SSHIS-3000-5: Ethnography for Design
Spring 2021
- Subject: Social Science and History
- Type: Seminar
- Delivery Mode: Online
- Level: Undergraduate
- Course Dates: January 25, 2021 — May 09, 2021
- Meetings: Wed 9:30-10:55AM
- Instructor: Patricia Lange
- Units: 3.0
- Enrolled: 14/16
Patricia G. Lange Profile Photo
Patricia G. Lange
Chair, Critical Studies Program
Professor, Critical Studies Program
Description:
Ethnography for Design introduces students to the basic research approaches that ethnographers and many anthropologists use to understand human experiences. Students will engage in hands-on exercises that reveal how knowledge is produced through interactive, first-hand data collection and analysis. This course covers core aspects of the ethnographic enterprise including interviewing, observing, and analyzing cultural artifacts. It will help students understand how anthropologists and ethnographers bring together data from different sources to solve problems and achieve greater empathy for people who hold different worldviews.

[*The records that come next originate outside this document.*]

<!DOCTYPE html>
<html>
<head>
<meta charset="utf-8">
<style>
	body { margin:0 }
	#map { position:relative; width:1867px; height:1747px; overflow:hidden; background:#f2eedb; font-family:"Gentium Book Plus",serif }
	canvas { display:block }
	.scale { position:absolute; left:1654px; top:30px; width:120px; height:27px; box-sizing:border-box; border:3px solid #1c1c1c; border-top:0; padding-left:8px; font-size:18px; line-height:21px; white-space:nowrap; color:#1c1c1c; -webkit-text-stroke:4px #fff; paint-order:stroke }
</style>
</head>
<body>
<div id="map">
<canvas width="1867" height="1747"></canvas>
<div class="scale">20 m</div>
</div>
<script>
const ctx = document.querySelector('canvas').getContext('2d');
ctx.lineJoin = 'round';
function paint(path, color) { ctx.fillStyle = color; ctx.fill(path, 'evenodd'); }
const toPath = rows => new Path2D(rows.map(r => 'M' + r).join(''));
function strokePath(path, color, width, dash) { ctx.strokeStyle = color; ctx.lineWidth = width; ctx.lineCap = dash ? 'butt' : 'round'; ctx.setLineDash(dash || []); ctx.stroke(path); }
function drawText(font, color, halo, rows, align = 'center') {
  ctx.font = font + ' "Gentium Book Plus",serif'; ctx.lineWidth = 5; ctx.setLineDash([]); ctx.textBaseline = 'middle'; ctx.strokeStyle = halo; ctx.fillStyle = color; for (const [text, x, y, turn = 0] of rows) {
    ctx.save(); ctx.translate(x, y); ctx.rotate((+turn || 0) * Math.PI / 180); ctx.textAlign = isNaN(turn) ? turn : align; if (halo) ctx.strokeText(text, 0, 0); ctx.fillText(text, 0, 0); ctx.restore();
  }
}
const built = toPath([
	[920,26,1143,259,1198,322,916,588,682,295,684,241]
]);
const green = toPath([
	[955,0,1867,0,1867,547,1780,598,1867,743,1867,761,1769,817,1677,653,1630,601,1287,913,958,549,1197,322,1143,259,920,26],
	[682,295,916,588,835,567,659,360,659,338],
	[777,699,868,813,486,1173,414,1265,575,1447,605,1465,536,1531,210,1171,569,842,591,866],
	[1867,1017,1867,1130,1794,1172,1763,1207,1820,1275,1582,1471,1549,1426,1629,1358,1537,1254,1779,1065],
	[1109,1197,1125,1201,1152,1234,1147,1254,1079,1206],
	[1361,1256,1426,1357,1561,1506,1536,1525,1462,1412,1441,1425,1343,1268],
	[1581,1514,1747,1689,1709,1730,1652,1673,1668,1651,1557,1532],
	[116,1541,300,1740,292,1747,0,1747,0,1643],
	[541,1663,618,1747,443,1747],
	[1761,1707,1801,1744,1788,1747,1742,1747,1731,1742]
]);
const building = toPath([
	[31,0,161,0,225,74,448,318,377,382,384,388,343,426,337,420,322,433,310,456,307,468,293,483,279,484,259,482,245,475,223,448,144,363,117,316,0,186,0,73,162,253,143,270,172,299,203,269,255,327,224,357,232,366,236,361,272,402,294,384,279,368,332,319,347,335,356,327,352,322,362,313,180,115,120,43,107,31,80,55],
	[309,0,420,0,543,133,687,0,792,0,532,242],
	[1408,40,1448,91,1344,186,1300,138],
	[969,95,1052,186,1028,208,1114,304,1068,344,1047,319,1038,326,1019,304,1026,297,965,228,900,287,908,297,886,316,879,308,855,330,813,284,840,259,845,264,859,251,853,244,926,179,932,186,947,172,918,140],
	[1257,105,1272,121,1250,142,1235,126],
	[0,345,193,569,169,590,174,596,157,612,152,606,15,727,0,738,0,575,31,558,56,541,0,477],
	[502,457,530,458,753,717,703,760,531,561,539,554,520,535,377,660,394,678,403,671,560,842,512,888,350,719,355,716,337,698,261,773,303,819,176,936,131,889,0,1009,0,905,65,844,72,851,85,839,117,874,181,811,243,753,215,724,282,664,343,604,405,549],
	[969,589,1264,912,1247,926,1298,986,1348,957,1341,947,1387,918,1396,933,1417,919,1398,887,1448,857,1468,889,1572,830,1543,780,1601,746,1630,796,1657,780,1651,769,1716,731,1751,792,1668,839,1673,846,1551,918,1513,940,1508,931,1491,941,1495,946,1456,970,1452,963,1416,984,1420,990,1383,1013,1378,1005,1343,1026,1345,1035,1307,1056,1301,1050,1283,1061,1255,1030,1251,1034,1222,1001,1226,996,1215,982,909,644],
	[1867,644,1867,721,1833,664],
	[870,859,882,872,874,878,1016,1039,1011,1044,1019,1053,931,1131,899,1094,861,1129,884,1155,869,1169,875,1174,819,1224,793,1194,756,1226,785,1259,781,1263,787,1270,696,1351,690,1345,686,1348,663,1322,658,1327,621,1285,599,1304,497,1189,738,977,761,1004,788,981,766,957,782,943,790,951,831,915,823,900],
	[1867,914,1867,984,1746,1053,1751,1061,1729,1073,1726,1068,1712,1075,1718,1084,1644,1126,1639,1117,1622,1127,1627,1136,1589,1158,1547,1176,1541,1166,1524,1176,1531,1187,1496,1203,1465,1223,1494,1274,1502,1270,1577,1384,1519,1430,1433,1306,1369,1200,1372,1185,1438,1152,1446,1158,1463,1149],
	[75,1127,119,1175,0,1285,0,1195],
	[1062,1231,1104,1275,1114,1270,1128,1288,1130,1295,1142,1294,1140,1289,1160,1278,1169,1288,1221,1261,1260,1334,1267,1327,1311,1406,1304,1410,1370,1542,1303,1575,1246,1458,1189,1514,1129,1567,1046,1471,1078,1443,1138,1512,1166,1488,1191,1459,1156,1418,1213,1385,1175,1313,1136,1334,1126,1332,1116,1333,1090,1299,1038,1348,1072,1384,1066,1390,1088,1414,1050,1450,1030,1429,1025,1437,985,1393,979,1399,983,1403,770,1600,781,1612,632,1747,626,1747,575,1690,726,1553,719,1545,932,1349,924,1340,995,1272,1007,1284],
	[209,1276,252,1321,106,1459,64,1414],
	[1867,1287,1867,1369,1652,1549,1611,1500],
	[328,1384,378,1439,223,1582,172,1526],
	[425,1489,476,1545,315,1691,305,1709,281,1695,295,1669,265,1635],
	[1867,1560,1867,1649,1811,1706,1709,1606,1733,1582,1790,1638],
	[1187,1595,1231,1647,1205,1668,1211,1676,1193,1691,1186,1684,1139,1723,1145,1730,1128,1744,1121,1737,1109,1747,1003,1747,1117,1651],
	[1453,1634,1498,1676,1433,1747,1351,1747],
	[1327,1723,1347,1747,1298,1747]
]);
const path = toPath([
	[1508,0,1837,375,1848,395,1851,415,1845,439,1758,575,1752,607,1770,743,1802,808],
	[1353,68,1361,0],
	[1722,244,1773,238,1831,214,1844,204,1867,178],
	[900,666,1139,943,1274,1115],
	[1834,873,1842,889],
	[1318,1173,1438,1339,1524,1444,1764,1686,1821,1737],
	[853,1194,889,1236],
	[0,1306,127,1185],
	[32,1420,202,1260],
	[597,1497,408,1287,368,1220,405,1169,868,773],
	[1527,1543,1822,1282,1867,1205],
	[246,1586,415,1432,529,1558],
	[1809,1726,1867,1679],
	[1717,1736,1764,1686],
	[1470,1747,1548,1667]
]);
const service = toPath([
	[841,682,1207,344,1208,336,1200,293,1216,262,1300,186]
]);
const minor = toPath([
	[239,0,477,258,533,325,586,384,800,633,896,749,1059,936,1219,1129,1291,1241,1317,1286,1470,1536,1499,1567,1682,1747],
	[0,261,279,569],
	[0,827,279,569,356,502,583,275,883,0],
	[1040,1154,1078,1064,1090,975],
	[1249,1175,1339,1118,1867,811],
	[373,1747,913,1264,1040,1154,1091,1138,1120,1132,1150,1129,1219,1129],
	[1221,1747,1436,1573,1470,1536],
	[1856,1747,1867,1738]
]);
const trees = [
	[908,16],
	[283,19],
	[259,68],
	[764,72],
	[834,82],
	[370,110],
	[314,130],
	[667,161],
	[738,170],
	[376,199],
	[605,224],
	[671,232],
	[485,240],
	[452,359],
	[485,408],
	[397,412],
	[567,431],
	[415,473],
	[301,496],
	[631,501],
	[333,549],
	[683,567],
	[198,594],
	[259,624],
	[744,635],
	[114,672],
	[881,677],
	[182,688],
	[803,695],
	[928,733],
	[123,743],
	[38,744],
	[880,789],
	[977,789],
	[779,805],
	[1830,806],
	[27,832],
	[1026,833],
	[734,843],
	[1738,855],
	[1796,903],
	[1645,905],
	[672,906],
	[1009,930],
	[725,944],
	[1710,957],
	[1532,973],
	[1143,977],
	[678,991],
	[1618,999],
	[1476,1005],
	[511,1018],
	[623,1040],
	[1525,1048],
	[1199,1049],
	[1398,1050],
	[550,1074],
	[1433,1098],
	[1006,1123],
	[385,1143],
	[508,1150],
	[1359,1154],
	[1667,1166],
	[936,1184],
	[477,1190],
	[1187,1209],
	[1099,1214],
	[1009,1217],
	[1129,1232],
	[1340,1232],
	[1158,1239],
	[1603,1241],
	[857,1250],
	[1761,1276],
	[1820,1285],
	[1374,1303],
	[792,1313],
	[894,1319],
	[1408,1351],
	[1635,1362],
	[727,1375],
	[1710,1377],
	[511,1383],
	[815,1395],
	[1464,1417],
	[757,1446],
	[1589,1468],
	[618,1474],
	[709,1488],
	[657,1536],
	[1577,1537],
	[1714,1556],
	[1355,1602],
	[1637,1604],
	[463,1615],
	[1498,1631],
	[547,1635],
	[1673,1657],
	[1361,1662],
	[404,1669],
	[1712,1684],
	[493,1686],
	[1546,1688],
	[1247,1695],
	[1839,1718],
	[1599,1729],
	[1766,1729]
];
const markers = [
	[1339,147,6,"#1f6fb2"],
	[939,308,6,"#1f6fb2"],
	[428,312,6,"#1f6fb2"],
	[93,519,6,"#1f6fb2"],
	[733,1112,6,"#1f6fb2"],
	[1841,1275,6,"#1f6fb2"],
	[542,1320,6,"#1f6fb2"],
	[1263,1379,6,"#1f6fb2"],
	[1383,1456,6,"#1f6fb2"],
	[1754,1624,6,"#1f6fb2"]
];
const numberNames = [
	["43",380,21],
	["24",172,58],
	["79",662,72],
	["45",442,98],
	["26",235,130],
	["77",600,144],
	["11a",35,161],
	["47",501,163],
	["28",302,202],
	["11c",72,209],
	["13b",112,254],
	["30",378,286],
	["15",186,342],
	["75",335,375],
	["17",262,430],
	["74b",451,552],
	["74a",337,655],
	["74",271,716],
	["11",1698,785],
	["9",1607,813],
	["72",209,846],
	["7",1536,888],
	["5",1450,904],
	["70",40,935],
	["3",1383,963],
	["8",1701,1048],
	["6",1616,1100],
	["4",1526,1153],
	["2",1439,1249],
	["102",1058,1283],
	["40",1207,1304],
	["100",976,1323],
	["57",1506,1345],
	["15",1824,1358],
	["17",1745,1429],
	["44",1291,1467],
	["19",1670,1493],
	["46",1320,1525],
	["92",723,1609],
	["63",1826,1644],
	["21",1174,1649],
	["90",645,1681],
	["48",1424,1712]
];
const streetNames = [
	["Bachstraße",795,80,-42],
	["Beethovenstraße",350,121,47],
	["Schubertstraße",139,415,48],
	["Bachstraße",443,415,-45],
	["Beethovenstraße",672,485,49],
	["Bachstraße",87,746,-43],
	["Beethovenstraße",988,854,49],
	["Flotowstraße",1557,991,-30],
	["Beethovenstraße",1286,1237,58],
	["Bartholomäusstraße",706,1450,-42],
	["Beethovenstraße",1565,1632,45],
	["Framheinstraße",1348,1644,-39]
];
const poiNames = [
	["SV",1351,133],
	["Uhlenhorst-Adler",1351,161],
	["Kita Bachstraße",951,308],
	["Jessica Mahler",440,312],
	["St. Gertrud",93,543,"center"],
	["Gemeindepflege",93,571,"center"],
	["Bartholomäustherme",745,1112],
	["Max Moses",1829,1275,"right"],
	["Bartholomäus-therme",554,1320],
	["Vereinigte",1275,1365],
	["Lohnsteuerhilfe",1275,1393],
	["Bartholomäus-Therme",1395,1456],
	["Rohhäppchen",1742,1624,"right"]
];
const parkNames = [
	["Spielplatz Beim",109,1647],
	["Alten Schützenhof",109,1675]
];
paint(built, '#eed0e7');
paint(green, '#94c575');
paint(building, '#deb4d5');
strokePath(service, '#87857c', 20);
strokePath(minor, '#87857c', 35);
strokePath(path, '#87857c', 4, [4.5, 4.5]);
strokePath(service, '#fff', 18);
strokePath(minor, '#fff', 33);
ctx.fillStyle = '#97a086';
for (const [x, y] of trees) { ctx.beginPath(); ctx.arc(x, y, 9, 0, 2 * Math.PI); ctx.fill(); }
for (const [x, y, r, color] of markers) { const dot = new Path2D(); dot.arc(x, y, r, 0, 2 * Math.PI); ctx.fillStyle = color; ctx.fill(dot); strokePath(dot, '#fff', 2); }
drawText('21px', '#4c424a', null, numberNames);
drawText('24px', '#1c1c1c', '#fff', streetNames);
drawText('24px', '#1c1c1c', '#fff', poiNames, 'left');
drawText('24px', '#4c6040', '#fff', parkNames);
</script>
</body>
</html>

Students will read ethnographies from various cultures to appreciate the benefits and challenges of ethnographic research. The course will consider important ethnographic issues including: ethics; the influence of the researcher in outcomes; autoethnography; emotional labor; decolonizing design; the quantified self; visual ethnography; ethnographic imaginings; and approaches to participatory design. The course aims to heighten students’ awareness of how everyday behavior often reinforces inequities or non-optimal designs of products and processes, and how ethnographic investigation may help forge a path toward social change.